A tarifa projetada é de R$ 3,77 e, considerando 20 dias úteis com ida e volta, em um mês, seriam necessários R$ 150,80 para o trabalhador. Embora esse valor possa não parecer significativo, é importante considerar que o novo salário mínimo, depositado pela primeira vez em fevereiro, é de R$ 1.518,00. Dessa forma, além dos custos com manutenção e combustível, um trabalhador que recebe esse valor desembolsaria 10% do seu rendimento apenas com o pedágio. Em um orçamento familiar apertado, como é o caso de grande parte das famílias brasileiras, esse impacto seria considerável.

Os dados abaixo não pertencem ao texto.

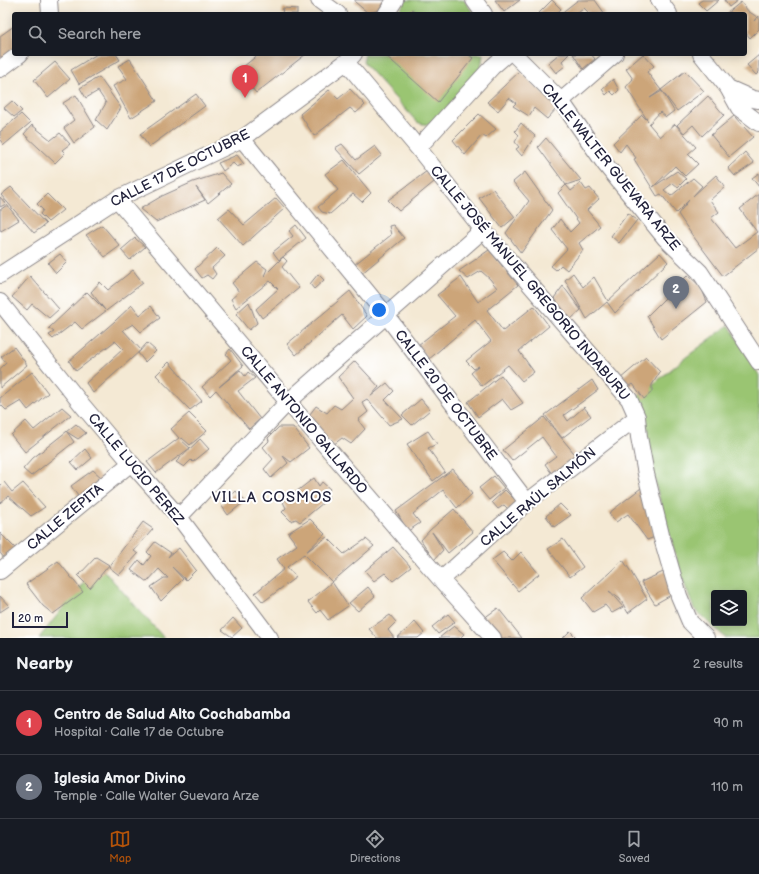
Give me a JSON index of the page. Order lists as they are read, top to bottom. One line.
{"streets":{"street":["CALLE WALTER GUEVARA ARZE","CALLE 17 DE OCTUBRE","CALLE JOSÉ MANUEL GREGORIO INDABURU","CALLE 20 DE OCTUBRE","CALLE ANTONIO GALLARDO","CALLE LUCIO PEREZ","CALLE RAÚL SALMÓN","CALLE ZEPITA"]},"crossings":[["CALLE 17 DE OCTUBRE","CALLE JOSÉ MANUEL GREGORIO INDABURU"],["CALLE 17 DE OCTUBRE","CALLE 20 DE OCTUBRE"],["CALLE 17 DE OCTUBRE","CALLE ANTONIO GALLARDO"],["CALLE JOSÉ MANUEL GREGORIO INDABURU","CALLE RAÚL SALMÓN"],["CALLE 20 DE OCTUBRE","CALLE RAÚL SALMÓN"],["CALLE ANTONIO GALLARDO","CALLE RAÚL SALMÓN"],["CALLE LUCIO PEREZ","CALLE ZEPITA"]],"districts":["VILLA COSMOS"],"scale_bar":"20 m","page":{"search":"Search here","pins":["1","2"],"scale":"20 m","heading":["Nearby","2 results"],"list":[{"mark":"1","name":"Centro de Salud Alto Cochabamba","note":"Hospital · Calle 17 de Octubre","value":"90 m"},{"mark":"2","name":"Iglesia Amor Divino","note":"Temple · Calle Walter Guevara Arze","value":"110 m"}],"nav":["Map","Directions","Saved"]}}
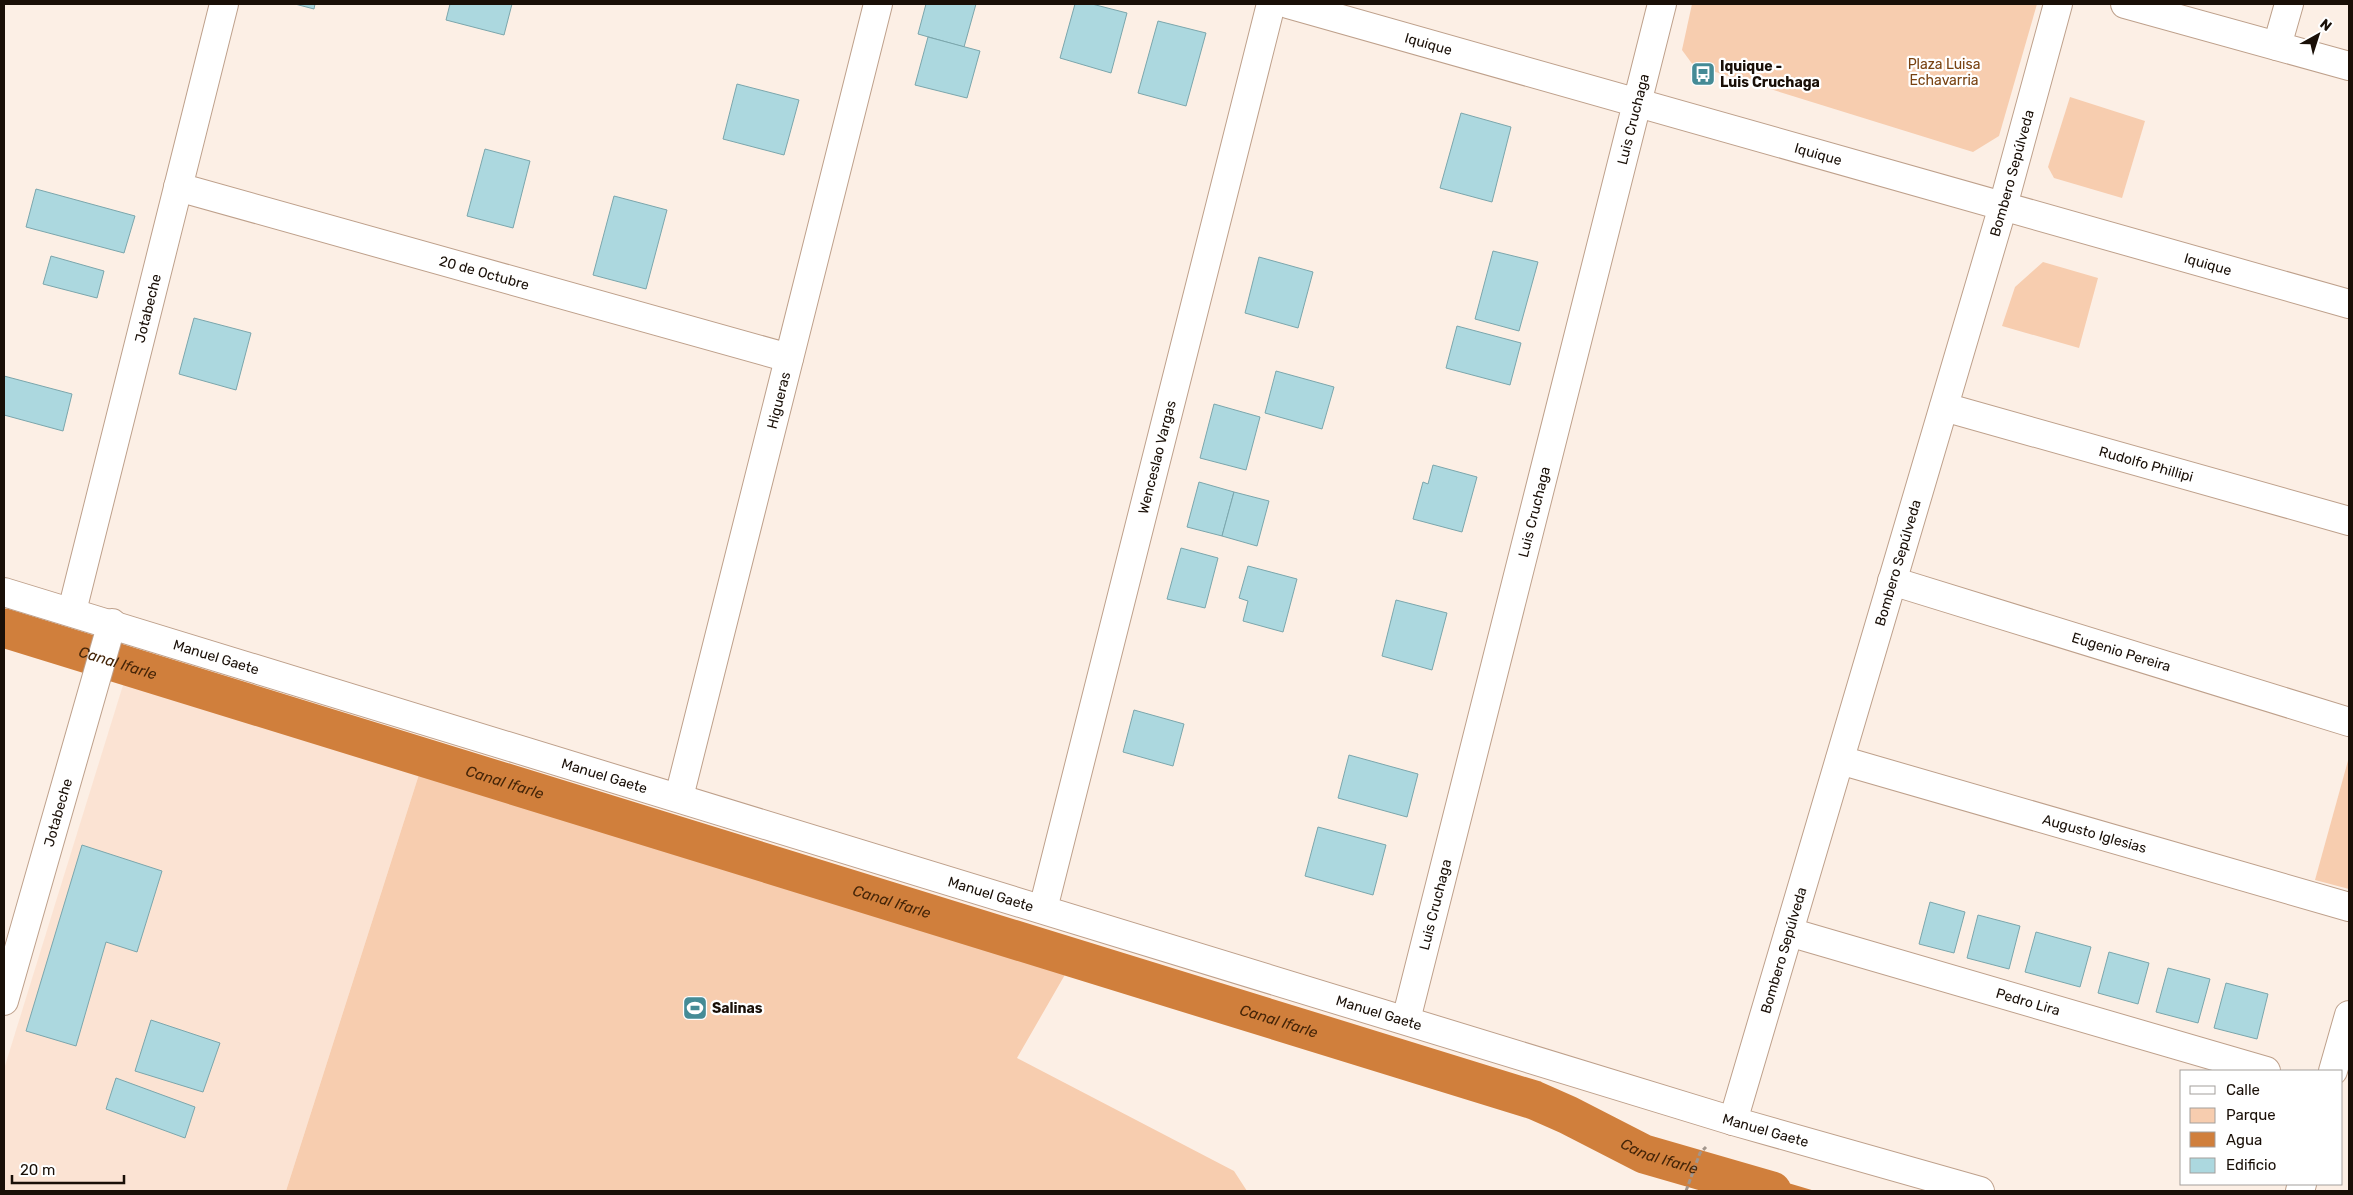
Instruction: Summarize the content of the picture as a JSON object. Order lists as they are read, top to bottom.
{
  "streets": {
    "street": [
      "Iquique",
      "Luis Cruchaga",
      "Bombero Sepúlveda",
      "20 de Octubre",
      "Jotabeche",
      "Higueras",
      "Wenceslao Vargas",
      "Rudolfo Phillipi",
      "Eugenio Pereira",
      "Manuel Gaete",
      "Augusto Iglesias",
      "Pedro Lira"
    ]
  },
  "crossings": [
    ["Iquique", "Luis Cruchaga"],
    ["Iquique", "Bombero Sepúlveda"],
    ["Luis Cruchaga", "Manuel Gaete"],
    ["Bombero Sepúlveda", "Rudolfo Phillipi"],
    ["Bombero Sepúlveda", "Eugenio Pereira"],
    ["Bombero Sepúlveda", "Manuel Gaete"],
    ["Bombero Sepúlveda", "Augusto Iglesias"],
    ["Bombero Sepúlveda", "Pedro Lira"],
    ["20 de Octubre", "Jotabeche"],
    ["20 de Octubre", "Higueras"],
    ["Jotabeche", "Manuel Gaete"],
    ["Higueras", "Manuel Gaete"],
    ["Wenceslao Vargas", "Manuel Gaete"]
  ],
  "water": ["Canal Ifarle"],
  "parks": ["Plaza Luisa Echavarria"],
  "places": {
    "bus stop": ["Iquique - Luis Cruchaga"],
    "sports": ["Salinas"]
  },
  "legend": [
    "Calle",
    "Parque",
    "Agua",
    "Edificio"
  ],
  "scale_bar": "20 m",
  "north": "top right"
}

A concessão e a criação de novos pontos de cobrança têm sido justificadas pelos custos da duplicação e de outras obras na RSC-453. A importância das melhorias na rodovia é inegável, já que ela conecta Santa Cruz, Vera Cruz, Rio Pardo e outros municípios da região com o Vale do Taquari e também serve como caminho para a Serra Gaúcha. Contudo, é preciso considerar o cidadão que já enfrenta uma das maiores cargas tributárias do país. A corda parece, mais uma vez, estar prestes a arrebentar no lado mais fraco. Não existe almoço grátis, mas é necessário buscar alternativas.

Caso a cobrança seja efetivada em um futuro próximo, é preciso que sejam tomadas medidas para minimizar o impacto sobre os moradores da região. Uma das propostas que surgiu, apresentada pelo vereador Jeferson Schwingel, de Venâncio Aires, filiado ao Progressistas, é a isenção para os veículos emplacados em Venâncio Aires e Mato Leitão. Ele esteve presente no protesto realizado no final de semana, às margens da rodovia, e defende que essa e outras alternativas sejam levadas para as lideranças estaduais nas próximas semanas, com o apoio de um movimento que vem ganhando força na região.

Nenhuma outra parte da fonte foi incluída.